* Exercise aim:
Every line that holds the word "auto" needs to be copied from the data below.

===== Record extracts

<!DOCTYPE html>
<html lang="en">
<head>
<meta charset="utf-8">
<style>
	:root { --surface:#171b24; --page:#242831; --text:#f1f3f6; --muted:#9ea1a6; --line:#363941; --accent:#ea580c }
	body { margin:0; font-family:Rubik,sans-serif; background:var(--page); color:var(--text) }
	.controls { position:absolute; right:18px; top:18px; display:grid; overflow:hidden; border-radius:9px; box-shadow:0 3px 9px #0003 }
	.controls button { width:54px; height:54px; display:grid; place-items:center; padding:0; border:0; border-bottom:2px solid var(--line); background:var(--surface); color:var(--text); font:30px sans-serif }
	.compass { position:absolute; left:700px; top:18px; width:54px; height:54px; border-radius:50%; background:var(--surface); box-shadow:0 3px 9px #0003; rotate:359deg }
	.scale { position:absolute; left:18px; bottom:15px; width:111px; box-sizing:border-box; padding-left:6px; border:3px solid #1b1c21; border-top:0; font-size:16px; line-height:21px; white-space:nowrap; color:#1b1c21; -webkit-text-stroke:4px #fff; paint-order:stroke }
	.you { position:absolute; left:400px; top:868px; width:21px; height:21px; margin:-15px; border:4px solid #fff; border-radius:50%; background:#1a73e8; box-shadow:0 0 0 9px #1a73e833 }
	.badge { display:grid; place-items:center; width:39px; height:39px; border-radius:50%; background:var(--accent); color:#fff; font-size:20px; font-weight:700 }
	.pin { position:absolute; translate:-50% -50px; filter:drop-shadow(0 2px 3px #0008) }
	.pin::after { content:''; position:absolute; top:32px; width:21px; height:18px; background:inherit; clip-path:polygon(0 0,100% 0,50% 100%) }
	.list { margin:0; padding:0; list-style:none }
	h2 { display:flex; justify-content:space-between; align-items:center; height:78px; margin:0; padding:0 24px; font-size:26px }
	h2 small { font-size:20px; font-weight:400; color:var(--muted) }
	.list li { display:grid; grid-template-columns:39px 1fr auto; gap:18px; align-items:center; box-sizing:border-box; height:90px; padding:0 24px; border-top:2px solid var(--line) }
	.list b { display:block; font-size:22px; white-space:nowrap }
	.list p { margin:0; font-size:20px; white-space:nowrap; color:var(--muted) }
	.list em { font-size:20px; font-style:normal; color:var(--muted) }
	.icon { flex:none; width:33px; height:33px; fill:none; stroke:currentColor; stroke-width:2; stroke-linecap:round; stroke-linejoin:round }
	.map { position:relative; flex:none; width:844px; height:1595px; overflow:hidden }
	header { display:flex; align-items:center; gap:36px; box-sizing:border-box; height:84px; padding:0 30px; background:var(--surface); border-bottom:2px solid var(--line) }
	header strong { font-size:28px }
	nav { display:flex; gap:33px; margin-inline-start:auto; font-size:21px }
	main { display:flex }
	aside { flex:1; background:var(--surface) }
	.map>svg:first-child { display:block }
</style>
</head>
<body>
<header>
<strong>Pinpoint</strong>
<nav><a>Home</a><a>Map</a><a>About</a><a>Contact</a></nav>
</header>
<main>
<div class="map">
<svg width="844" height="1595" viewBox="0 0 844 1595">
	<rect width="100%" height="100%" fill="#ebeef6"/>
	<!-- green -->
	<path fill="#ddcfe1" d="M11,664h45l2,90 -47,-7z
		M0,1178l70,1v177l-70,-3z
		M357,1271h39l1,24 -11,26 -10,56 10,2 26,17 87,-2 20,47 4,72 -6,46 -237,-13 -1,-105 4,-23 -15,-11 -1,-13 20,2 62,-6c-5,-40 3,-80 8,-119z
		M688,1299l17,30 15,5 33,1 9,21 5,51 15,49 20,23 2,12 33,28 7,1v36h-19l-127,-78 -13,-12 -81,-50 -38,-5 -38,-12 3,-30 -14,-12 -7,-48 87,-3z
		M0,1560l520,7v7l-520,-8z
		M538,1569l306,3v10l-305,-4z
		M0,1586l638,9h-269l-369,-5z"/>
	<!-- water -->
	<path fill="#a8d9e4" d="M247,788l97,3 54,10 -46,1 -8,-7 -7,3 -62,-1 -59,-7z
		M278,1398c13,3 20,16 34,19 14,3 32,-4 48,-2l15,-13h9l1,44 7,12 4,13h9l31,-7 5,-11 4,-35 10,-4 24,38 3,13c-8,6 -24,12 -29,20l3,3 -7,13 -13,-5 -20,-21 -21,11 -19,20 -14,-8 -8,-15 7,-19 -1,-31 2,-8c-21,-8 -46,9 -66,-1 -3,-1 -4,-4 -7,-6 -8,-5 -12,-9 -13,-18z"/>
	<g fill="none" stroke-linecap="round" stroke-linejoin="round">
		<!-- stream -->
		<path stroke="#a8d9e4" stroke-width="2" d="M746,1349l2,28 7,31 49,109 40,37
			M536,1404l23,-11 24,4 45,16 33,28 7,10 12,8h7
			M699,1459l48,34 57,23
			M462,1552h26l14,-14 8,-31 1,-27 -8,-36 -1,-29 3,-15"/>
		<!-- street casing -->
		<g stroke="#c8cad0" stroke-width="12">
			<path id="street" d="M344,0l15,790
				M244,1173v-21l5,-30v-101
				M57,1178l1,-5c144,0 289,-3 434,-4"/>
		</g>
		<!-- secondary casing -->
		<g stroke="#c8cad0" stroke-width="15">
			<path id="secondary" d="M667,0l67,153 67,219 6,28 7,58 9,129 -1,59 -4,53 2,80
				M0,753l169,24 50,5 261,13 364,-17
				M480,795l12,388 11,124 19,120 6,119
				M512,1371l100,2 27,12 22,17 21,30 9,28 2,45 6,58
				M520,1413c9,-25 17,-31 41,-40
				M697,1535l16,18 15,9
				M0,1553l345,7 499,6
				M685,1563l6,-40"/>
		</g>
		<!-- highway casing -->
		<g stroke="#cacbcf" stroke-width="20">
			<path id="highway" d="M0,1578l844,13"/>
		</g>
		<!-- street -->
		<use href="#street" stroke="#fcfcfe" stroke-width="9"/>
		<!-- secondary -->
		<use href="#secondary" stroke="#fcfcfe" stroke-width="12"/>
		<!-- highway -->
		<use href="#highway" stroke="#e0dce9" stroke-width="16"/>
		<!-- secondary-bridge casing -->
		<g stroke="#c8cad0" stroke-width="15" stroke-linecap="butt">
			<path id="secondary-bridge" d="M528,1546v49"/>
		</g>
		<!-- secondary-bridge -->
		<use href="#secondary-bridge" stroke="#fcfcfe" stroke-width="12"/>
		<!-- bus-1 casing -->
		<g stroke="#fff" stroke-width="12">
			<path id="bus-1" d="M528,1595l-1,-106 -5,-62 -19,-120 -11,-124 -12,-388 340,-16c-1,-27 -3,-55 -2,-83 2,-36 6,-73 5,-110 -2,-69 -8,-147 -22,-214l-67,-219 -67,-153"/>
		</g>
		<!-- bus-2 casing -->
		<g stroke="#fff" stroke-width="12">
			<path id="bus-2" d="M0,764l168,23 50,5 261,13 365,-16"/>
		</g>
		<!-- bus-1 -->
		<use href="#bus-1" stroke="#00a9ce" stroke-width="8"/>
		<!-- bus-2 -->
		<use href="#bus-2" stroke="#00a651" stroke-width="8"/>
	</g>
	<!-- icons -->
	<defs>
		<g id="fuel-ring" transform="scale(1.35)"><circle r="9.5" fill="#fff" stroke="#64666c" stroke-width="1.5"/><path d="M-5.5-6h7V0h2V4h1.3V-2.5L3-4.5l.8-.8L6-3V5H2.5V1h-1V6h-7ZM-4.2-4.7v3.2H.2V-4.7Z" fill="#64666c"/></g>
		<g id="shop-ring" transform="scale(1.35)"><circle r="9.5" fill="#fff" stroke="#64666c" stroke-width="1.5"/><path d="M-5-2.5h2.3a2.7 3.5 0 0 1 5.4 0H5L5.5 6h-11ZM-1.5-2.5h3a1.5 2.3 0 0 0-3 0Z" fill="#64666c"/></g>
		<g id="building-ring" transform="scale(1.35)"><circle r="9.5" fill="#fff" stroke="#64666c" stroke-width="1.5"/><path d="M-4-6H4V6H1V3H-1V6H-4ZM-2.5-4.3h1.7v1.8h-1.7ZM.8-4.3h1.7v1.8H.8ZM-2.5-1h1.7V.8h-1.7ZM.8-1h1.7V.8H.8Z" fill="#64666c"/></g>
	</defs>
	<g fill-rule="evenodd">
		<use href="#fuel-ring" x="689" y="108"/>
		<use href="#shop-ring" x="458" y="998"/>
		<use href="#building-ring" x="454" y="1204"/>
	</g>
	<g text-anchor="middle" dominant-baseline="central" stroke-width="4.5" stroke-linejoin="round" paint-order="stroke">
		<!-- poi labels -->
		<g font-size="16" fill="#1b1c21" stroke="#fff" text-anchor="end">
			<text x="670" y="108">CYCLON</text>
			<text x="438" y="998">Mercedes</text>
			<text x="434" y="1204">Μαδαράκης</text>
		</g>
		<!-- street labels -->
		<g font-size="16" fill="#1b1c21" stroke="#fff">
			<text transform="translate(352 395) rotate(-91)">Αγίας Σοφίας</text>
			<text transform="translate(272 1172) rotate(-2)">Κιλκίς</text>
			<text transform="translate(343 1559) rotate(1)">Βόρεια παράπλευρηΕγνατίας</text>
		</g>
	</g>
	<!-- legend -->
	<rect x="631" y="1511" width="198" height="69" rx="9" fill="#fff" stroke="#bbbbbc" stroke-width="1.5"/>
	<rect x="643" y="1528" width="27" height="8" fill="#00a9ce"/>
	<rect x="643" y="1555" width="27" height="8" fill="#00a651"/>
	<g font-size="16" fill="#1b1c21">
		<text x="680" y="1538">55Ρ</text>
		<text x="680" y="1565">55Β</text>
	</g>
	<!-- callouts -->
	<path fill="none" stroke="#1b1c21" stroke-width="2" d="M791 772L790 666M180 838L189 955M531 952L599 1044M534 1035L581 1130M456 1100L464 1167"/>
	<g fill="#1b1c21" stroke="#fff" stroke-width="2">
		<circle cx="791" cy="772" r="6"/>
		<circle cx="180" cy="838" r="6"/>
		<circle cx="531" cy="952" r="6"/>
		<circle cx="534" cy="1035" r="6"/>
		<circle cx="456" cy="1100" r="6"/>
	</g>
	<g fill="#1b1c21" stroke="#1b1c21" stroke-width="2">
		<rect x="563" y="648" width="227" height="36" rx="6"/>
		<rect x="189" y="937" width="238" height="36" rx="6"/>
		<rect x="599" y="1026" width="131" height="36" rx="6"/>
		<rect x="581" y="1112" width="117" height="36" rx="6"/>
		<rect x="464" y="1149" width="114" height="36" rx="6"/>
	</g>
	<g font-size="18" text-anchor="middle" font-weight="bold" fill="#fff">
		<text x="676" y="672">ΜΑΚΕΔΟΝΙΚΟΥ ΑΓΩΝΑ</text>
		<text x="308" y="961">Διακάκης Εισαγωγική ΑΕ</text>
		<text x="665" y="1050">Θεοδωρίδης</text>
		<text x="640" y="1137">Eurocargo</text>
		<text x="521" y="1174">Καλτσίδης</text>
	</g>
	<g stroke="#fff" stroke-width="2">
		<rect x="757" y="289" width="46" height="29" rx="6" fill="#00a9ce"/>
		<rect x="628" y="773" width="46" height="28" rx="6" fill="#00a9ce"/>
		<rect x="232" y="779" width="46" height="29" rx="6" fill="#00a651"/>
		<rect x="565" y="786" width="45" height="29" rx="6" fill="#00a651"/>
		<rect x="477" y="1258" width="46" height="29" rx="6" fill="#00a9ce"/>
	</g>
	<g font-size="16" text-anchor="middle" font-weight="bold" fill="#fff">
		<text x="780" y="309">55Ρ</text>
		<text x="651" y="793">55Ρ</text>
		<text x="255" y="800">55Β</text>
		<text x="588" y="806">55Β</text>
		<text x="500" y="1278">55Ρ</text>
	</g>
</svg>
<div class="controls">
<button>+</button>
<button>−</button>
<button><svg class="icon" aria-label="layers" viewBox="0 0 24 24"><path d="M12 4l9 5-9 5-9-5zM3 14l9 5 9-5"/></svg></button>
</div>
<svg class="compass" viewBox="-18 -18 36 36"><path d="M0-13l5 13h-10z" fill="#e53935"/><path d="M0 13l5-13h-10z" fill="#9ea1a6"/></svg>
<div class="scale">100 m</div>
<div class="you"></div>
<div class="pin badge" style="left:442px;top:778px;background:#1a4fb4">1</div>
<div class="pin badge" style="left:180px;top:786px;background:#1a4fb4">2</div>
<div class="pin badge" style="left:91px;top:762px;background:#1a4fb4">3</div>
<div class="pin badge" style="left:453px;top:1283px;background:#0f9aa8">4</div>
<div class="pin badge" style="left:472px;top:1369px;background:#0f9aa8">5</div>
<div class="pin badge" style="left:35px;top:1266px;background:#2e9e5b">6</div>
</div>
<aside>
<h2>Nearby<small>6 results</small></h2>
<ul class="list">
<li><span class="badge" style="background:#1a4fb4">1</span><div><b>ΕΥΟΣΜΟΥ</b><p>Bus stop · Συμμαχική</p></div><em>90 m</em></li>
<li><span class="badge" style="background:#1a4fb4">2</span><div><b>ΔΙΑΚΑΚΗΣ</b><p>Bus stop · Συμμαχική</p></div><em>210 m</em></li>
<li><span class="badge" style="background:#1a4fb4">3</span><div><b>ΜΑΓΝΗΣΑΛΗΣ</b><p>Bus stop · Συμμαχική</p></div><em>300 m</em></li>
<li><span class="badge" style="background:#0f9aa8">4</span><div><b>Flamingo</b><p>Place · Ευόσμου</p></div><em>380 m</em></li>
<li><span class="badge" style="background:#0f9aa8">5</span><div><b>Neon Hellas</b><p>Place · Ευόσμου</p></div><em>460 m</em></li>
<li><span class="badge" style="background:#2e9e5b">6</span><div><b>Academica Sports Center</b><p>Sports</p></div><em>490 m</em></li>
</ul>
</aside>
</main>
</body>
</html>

==========

* Answer to this exercise:
	.list li { display:grid; grid-template-columns:39px 1fr auto; gap:18px; align-items:center; box-sizing:border-box; height:90px; padding:0 24px; border-top:2px solid var(--line) }
	nav { display:flex; gap:33px; margin-inline-start:auto; font-size:21px }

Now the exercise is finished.